Together with the government of the biggest city district in China’s capital, Eliasoph and Bai on Thursday launched the 1st 3D Creation Expo in the 250-seat state-of the art 3ality 3D theater at the Chaoyang Museum of Urban Planning.
Free to the public through Sunday, the expo will feature rock concert film U2 3D, a 3D promotional video from the U.S. Air Force, a 3D U.S college football game from ABC Disney’s ESPN between Indiana and Michigan and a film about a Chinese fashion show called Catwalk 3D.
The expo comes at a time when China’s box office, up 86% in the first half of this year, is boosted in large part by Hollywood blockbusters such as Avatar, which grossed $204 million here, more in China than any territory outside the U.S. Much of that film’s success was on China’s some 800 3D screens, where tickets went for upwards of 100 yuan ($15) each.
After the failure of Chinese director A Gan’s 3D movie Don Quixote, which was pulled from screens quickly after its Oct. 15 premiere, Bai said there was much work to be done for Chinese 3D to catch up with Hollywood. “It somewhat shakes the confidence of Chinese movie industry in doing 3D,” Bai told The Hollywood Reporter. “The pure domestic attempts on 3D have not been very eager.”
To encourage the development and domestic use of the technology, the 3D Creation Expo also will feature a short film called Hi from Hollywood, produced by film students at the University of Southern California now taking the classes of professor Michael Peyser, producer of U2 3D, among other films.
The expo, which initially drew about 175 guests, mostly young Chinese film producers, filmmakers and students, was scheduled to kick off with talks about 3D technology and the potential growth in the industry.
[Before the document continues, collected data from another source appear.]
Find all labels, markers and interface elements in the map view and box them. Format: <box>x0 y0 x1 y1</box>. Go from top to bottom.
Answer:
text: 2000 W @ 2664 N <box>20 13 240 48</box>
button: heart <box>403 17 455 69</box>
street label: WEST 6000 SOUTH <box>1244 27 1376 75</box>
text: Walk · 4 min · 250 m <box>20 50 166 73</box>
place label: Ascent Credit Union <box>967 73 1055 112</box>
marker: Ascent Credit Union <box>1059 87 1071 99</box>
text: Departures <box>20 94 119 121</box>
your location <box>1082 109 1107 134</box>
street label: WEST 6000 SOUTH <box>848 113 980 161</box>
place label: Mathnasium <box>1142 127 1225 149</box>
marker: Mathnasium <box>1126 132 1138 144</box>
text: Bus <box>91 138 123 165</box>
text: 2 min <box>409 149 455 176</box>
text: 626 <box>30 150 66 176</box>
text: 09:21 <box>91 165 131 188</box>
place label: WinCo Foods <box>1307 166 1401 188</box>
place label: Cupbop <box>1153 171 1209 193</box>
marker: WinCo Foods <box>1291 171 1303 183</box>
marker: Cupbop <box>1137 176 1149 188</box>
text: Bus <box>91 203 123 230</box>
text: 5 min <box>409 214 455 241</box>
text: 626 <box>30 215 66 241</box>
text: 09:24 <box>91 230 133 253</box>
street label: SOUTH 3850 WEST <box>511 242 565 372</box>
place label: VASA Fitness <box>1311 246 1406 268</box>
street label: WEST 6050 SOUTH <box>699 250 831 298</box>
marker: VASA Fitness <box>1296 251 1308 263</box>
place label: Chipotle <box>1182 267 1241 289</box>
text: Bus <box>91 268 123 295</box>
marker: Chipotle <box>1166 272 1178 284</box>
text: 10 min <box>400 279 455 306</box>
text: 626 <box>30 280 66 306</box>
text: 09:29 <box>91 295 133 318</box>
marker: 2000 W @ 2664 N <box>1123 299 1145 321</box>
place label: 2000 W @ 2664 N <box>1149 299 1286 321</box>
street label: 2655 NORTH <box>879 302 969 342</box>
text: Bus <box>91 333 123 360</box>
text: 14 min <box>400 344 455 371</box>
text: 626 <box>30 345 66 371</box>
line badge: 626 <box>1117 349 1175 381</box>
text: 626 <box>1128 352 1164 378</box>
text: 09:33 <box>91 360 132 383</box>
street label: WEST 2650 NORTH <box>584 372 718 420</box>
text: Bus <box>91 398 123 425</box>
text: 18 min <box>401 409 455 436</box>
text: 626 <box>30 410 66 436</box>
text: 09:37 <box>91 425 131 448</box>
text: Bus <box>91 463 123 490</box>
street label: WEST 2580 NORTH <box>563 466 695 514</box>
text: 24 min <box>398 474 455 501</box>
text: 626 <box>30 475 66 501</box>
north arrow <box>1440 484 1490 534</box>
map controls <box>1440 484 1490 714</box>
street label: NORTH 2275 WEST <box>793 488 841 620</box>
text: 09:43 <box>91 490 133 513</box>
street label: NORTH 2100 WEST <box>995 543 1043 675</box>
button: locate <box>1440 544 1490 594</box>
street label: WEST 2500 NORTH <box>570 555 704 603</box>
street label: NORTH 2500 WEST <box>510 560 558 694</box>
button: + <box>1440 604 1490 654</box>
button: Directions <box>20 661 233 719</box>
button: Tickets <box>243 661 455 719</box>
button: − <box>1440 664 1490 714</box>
A talk on the importance of storytelling to any film, 2D or 3D, was set to include Creative Artists Agency China president Peter Loehr, City of Life and Death director Lu Chuan, Greg Basser, CEO, Village Roadshow Entertainment Group and Qian Chong Yuan, director of the film department of Beijing Forbidden City Film Co.
Other guest panelists included Chen Xiaowei, CEO of Chengtian, the company that recently bought a stake in Hollywood’s Legendary Pictures, and Billy Wu, CEO of Technicolor China.
“Everybody’s interested in 3D production, but the workflow is not yet standardized so we have lots of room for improvement,” said Zhang Jianlong, who goes by Stego, general manager of new Beijing-based 3D production company d+. D+ is now doing the 3D work on Hong Kong director Tsui Hark’s Bona Film Group remake of the classic martial arts film The Flying Swords of Dragon Gate, starring Hollywood crossover star Jet Li.
China’s overall ticket sales soared 86% to $714 million from January through June and are sure to shatter 2009’s record box office take of $909 million.
“Twenty years ago when I started working in movies in Asia, Japan was the important territory,” said Eliasoph, now managing director of law firm Covington and Burling. “Now, it’s China and 3D is an important part of this industry’s growth.”